Time spent assessing FBAR penalties on terrorists? 0:00:00. Time spent terrorizing taxpayers with horrific FBAR penalties? 12 years.


So, we've established that TIGTA is only looking at OVDP though the eyes of the IRS hammer that sees every taxpayer as a nail. Next, the report moves on to their suggestions.


TIGTA suggestions

First, TIGTA demands the IRS review for audit or criminal investigation all denied or withdrawn offshore voluntary disclosure requests for FBAR penalty or criminal charges. TIGTA has a concern that many who enter the program withdraw and no one is doing anything about it. They think that there are millions of dollars of penalties the IRS won't be able to collect. (Fines, incidentally, that will pay for seconds of federal funding).

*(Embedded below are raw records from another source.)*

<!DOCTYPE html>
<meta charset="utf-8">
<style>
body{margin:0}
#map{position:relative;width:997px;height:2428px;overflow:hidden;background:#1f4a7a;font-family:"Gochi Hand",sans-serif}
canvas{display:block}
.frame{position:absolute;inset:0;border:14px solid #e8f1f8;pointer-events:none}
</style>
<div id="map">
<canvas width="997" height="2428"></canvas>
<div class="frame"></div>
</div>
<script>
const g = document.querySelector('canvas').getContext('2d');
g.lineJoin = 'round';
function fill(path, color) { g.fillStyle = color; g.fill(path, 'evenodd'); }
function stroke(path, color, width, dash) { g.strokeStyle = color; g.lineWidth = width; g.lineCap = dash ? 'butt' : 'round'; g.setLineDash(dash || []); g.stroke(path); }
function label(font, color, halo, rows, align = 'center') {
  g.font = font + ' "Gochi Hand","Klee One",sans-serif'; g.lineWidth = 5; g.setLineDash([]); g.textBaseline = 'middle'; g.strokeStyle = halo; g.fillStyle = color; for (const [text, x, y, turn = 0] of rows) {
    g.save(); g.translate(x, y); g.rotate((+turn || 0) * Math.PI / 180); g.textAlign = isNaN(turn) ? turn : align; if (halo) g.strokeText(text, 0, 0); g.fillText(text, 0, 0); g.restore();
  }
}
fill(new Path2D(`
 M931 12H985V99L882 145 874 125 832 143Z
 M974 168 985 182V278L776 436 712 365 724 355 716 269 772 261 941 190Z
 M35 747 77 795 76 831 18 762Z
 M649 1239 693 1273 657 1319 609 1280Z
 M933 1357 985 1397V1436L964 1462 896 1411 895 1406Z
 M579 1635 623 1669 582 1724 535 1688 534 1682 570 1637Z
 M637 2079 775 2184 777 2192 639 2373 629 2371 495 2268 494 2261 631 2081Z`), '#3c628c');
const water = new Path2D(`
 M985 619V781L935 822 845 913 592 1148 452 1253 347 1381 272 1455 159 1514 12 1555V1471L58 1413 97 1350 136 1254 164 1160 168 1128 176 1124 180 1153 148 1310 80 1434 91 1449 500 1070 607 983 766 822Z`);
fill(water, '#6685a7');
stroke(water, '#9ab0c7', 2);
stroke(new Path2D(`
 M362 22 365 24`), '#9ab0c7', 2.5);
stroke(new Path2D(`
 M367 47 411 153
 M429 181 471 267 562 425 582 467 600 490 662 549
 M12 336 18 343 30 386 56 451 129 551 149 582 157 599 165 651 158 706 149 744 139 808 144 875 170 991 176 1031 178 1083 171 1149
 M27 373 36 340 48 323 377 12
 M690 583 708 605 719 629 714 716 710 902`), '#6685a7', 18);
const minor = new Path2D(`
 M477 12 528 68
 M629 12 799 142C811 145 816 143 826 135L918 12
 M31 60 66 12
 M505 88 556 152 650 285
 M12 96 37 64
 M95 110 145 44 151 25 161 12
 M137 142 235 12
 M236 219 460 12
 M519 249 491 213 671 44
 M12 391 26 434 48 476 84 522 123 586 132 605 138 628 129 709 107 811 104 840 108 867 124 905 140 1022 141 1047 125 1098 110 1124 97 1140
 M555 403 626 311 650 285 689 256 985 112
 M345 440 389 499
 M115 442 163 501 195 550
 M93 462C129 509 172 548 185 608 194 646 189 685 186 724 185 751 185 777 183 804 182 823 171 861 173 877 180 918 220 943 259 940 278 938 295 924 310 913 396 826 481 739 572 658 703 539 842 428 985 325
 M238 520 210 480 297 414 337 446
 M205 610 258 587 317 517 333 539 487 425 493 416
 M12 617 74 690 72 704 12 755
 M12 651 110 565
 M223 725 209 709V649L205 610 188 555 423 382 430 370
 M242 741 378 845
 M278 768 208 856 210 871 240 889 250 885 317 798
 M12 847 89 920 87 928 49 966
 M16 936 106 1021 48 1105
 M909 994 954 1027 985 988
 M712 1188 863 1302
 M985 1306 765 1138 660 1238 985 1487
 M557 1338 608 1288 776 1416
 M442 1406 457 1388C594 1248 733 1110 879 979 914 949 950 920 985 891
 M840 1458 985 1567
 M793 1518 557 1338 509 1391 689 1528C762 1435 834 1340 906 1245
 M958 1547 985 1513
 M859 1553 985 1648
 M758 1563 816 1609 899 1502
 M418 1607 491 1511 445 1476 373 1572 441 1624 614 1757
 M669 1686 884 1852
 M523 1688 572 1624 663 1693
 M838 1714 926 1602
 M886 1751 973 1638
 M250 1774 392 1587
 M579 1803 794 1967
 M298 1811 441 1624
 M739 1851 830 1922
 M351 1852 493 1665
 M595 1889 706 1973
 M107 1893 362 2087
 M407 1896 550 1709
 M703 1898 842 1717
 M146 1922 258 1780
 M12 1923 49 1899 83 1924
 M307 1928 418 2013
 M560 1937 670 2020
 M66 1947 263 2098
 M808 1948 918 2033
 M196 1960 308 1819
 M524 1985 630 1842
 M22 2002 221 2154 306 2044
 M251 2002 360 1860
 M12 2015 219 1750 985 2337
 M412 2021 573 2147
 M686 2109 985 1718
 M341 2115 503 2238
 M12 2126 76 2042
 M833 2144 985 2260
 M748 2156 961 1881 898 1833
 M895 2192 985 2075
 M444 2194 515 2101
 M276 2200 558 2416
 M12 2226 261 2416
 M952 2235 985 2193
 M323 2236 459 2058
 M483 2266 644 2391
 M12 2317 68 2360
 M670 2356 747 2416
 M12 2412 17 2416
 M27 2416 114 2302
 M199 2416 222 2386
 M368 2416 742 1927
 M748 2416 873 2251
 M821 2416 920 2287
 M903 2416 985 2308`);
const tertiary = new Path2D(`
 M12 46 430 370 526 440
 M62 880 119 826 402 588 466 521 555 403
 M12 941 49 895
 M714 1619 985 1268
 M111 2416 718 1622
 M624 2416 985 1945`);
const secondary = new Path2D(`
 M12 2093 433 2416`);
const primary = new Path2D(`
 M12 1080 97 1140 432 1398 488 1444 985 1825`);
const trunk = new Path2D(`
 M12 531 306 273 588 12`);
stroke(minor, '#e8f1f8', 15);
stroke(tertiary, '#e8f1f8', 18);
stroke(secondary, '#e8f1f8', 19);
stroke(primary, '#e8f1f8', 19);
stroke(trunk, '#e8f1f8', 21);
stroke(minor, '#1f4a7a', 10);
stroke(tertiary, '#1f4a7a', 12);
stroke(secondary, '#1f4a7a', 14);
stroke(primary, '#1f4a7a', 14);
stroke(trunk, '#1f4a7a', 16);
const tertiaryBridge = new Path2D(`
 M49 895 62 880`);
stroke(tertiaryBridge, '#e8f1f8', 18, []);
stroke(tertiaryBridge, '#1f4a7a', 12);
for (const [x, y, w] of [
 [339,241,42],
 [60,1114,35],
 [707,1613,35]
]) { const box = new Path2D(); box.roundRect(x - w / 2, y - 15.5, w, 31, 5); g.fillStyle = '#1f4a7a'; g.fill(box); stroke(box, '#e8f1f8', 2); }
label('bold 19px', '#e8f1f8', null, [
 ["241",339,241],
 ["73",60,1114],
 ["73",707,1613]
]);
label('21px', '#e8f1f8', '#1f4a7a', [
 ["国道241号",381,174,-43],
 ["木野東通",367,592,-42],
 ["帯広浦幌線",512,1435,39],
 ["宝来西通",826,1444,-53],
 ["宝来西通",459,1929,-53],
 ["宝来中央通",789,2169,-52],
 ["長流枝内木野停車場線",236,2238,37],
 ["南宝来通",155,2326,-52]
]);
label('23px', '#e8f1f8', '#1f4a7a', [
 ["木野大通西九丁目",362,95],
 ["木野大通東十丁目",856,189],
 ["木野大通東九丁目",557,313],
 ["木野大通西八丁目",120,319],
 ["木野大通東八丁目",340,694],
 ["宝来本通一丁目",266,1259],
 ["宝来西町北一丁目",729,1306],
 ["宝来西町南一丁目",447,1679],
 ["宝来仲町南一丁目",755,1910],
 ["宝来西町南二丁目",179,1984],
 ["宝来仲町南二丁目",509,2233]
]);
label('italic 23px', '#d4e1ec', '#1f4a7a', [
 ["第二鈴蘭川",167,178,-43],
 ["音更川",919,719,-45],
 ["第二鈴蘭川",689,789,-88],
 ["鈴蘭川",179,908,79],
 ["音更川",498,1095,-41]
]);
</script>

We can tell you that a lot of our clients who have either used the IRS authorized delinquent returns process or streamlined program (by the way, thank goodness for the Streamlined Program — we are huge fans; especially of the streamlined program for those who live offshore) had some fact that made them no longer have to use any program.


TIGTA also recommend IRS Criminal Investigation Division (CID) get more involved in withdrawn or denied OVDPs. Think about this — there are about 3,000 tax indictments per year. If IRS CID went after everyone with incorrectly or unfiled FBARs the entire Federal judiciary system would shut down. Perhaps a better idea is to use CID a bit more wisely. There are thousands, maybe hundreds of thousand of people filing fraudulent tax returns to get fraudulent refunds. It seems to me that CID could make good use of their resources by going after those people. After all, there is a difference between stealing money from the government, as opposed to not filing odd strange forms that a tiny percentage of IRS employees know about. Seriously. I dare you.


TIGTA recommends a centralized tracking system and one mailing address. This suggestion we can agree with.


Seriously, TIGTA needs to go back and start looking at this from the eyes of taxpayers. Does this OVDP need to be so harsh? Is this the best use of resources?


What about the compliance costs? Did TIGTA look at the Form 5471 requirements, the one that requires 50+ hours to complete on average per year? Why does the IRS require so much information? What does it do with it? Why is it necessary?